- _TASK BRIEF_: From the entries below, please gather each line containing the string "Share".

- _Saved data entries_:
***

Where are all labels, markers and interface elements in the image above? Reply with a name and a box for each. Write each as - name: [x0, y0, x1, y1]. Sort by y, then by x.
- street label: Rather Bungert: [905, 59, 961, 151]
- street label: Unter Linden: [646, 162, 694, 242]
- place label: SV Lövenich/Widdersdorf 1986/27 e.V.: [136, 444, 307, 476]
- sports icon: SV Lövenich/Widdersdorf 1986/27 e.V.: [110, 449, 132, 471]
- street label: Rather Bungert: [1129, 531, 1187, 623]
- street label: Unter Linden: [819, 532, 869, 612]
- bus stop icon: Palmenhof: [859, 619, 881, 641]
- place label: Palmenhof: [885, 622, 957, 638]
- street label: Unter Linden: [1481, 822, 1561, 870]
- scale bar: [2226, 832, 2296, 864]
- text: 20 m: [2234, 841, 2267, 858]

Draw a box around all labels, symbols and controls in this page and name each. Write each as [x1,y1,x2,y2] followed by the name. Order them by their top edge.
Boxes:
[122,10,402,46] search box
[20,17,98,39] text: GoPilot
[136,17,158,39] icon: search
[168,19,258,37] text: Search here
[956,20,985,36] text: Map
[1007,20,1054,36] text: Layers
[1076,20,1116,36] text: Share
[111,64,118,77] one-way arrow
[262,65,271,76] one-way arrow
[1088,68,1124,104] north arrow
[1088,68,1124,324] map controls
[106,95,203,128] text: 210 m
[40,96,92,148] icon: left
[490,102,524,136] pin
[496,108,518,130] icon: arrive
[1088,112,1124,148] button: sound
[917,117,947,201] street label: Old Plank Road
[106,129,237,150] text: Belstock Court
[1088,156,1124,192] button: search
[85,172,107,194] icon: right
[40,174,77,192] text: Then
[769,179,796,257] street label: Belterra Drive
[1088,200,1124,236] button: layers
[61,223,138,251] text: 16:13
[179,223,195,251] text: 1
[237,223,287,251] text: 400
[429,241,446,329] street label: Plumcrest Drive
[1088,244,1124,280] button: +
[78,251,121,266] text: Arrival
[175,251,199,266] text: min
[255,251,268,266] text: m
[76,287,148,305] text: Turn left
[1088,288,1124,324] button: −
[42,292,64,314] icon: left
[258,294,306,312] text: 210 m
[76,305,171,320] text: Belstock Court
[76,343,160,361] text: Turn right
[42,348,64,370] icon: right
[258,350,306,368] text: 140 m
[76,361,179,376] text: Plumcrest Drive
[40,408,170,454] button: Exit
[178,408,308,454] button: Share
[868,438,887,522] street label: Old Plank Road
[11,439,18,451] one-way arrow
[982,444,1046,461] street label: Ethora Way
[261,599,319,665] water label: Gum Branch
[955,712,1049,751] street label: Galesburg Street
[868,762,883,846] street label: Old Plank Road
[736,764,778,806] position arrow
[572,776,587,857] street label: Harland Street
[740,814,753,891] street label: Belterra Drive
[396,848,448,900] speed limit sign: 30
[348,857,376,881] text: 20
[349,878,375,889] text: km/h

***

- _EXERCISE RESULT_:
[1076,20,1116,36] text: Share
[178,408,308,454] button: Share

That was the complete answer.